BEIJING – China raised its key interest rate Tuesday for the first time since the global crisis. The move is intended to control inflation and rapid growth even as other Asian economies move to keep their recoveries on track.
The rate hike, China's first since 2007, reflected Beijing's focus on guiding growth to a more sustainable level rather than revving up the economy. China's economy grew 10.3 percent in the second quarter.
The People's Bank of China, the central bank, might have felt forced to act after bank lending surged in September despite government orders to control credit, said economist Mark Williams of Capital Economics in London.
"I suspect the People's Bank feels it needs to give a strong signal to banks that this has to stop," said Williams.
China's surprise move to raise interest rates rattled Wall Street. The Dow Jones industrial average fell 165 points to close below 11,000 for the first time in a little more than a week.
The rate on a one-year loan was raised by 0.25 percentage points to 5.56 percent effective Wednesday, said the central bank. The one-year rate paid on deposits was raised, also by 0.25 percentage points, to 2.5 percent.
China's rapid growth has powered the global economy's recovery from a deep recession, even as the United States and Europe have struggled to return to firmer economic footing.
By contrast, the U.S. is trying to speed up its weak expansion. The Federal Reserve is widely expected on Nov. 3 to launch a program to buy more Treasury bonds. The goal would be to drive down interest rates on mortgages, corporate loans and other debts. If cheaper loans prod Americans to boost spending, then the U.S. economy — the world's largest — would strengthen.
During the global recession, most central banks acted in concert to try to stimulate growth. But countries have emerged from the recession at different speeds, underscoring the unevenness of the global recovery. That's why individual central banks have taken varying steps to serve their economies.
Australia's central bank raised interest rates six times beginning in October. More recently, it's held rates steady, citing Europe's debt crisis. South Korea also was expected to consider a hike but has kept its key rate steady.
Canada has left its key rate alone after three rate increases. India, however, has raised rates five times to control inflation and is expected to boost them yet again.
Earlier this month, the European Central Bank left its key rate alone. But Japan cut its rate to near zero to inject life into its stagnant economy and battle deflation.

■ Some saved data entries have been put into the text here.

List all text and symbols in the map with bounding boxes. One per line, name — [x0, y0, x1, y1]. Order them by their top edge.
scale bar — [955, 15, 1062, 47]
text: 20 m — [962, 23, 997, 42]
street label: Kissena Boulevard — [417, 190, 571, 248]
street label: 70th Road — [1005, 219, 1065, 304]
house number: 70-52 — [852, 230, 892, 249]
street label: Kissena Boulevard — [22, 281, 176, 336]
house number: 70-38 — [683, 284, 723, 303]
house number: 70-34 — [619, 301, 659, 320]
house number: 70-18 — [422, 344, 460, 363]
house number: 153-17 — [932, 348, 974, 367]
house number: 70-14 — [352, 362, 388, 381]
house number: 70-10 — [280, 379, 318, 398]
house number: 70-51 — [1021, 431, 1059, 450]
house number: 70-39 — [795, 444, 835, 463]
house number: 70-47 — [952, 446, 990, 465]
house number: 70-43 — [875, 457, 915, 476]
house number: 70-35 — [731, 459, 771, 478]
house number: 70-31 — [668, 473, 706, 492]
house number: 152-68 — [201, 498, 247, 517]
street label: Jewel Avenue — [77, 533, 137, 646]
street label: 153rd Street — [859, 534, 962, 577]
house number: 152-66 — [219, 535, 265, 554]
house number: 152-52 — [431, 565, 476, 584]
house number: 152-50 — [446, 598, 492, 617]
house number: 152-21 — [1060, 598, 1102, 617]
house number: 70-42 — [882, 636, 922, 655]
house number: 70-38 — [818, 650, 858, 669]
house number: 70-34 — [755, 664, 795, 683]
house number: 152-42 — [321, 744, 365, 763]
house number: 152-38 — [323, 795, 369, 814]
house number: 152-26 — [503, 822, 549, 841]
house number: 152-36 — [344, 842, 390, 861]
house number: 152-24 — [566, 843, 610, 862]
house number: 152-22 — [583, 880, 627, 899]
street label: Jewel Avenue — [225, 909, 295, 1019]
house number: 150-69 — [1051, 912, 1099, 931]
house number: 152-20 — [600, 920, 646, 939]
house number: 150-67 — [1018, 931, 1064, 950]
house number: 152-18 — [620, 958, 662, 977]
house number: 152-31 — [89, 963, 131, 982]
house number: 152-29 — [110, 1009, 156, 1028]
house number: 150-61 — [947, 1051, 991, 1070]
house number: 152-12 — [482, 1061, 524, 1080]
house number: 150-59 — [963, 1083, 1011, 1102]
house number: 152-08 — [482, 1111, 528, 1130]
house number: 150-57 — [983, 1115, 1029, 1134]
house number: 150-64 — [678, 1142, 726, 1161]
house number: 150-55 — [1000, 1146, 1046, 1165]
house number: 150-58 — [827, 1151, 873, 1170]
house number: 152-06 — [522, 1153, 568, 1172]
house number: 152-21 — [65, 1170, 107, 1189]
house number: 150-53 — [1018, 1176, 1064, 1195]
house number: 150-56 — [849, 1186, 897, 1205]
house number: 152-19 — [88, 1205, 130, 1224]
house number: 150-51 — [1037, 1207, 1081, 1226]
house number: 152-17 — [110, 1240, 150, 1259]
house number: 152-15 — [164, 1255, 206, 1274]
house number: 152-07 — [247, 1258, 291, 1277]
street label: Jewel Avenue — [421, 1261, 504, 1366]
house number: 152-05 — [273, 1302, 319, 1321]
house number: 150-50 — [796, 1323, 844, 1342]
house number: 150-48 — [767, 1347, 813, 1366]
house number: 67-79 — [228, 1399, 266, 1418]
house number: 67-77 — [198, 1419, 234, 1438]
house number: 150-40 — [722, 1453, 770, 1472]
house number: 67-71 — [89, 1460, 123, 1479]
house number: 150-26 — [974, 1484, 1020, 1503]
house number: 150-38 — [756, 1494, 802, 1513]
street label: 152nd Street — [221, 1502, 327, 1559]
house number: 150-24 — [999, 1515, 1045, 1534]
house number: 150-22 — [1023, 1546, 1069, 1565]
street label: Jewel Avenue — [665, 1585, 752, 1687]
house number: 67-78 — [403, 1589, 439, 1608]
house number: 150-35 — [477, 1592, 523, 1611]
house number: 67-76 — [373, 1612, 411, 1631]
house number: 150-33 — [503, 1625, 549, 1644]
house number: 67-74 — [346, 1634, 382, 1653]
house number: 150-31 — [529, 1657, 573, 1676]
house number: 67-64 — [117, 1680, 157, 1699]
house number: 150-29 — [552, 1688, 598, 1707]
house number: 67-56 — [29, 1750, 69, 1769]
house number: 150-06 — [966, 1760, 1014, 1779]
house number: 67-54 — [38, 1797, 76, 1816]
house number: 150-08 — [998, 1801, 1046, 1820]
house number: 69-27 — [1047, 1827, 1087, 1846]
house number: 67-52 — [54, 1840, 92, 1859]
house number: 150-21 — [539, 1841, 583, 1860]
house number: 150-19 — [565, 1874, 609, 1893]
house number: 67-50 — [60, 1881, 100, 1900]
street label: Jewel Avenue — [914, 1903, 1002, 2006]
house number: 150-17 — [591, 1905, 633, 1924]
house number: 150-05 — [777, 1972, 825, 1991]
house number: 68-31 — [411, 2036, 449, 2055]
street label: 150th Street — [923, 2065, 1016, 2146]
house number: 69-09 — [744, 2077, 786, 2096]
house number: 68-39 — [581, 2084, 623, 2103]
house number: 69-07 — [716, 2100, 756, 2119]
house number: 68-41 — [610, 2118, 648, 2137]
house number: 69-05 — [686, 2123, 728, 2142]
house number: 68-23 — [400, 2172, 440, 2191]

The quarter-point bump-up in China's loan rates is unlikely to slow China's economic growth very much. That would be good news for the U.S. and other countries that sell goods there.

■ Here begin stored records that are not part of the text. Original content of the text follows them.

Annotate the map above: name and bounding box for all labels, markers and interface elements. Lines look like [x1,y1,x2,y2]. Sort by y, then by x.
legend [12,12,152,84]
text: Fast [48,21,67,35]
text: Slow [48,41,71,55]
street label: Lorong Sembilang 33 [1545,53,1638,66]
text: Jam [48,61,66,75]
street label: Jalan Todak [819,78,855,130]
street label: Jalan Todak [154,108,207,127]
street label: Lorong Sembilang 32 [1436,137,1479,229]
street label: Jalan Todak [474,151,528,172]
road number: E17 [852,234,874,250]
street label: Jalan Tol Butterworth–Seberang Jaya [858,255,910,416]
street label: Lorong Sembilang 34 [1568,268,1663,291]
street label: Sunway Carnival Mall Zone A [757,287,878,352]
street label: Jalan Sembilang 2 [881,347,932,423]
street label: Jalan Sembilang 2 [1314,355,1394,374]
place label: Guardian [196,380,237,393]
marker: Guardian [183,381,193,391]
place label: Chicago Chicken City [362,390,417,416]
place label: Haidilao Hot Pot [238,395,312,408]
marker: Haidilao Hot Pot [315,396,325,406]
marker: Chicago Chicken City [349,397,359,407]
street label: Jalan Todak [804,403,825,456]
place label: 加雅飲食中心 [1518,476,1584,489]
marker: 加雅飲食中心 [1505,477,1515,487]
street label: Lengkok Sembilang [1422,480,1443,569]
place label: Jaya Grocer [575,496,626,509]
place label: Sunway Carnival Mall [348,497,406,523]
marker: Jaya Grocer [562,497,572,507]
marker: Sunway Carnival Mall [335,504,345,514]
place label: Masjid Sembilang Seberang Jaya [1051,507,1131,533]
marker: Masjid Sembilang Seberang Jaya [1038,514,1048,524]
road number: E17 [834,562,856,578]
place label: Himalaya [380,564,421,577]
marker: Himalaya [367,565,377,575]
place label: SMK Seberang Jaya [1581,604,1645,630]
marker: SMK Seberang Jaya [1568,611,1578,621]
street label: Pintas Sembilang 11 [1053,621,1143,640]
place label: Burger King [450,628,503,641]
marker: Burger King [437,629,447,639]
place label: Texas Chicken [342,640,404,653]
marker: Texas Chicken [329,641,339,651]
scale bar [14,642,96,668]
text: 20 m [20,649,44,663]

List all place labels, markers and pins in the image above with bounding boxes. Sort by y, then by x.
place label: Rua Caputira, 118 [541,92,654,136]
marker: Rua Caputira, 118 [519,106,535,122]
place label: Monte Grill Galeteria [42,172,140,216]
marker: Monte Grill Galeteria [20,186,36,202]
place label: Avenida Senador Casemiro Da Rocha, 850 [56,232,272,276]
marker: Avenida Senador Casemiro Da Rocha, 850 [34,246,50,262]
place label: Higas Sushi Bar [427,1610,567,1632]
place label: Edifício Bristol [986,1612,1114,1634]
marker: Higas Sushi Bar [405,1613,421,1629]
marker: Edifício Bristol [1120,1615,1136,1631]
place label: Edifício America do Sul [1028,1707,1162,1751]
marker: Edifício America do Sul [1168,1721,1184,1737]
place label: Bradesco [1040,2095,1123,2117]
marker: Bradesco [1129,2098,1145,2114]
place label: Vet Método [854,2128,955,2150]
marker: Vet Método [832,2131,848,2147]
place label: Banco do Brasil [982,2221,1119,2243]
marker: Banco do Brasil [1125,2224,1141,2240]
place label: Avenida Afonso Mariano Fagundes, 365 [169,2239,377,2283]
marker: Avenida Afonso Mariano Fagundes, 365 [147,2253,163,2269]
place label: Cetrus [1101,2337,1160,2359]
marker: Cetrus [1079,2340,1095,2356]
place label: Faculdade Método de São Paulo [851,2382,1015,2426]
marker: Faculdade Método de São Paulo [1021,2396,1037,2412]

"It's like a mosquito biting an elephant," Jay Bryson, global economist at Wells Fargo, said of China's small rate increase.
The value of the U.S. dollar surged Tuesday on China's rate news. But analysts don't think that spike will last. More important, they say, is if Beijing is trying to use its rate decision to signal that it will let its currency rise in value. Many in the U.S. complain that China keeps its currency artificially low, driving sales of its imports to the United States but hurting U.S. exports sold in China.
If China lets the value of its currency rise further, U.S. exports would become cheaper and thus more attractive to foreign buyers. The United States has been prodding Beijing to act.
The timing of Tuesday's announcement also might have been dictated by the Chinese political calendar.
Communist Party leaders wrapped up a major meeting Monday aimed at crafting an economic blueprint for the coming five years. They might have wanted to delay new of a rate hike to keep any negative reaction by Chinese financial markets from overshadowing publicity about the gathering.
China rebounded quickly from the global crisis on the strength of a 4 trillion yuan ($586 billion) stimulus and a flood of lending by state banks. Easy credit fueled a surge in real estate and stock prices, prompting Chinese regulators to tighten controls earlier this year as other economies were still struggling with recession.
Last week, major Chinese banks were ordered to increase reserves in a move to shrink the pool of money for credit, according to Chinese news reports. They said the move might have been prompted by the credit surge, which saw bank loans made in September jump 10 percent from August's level.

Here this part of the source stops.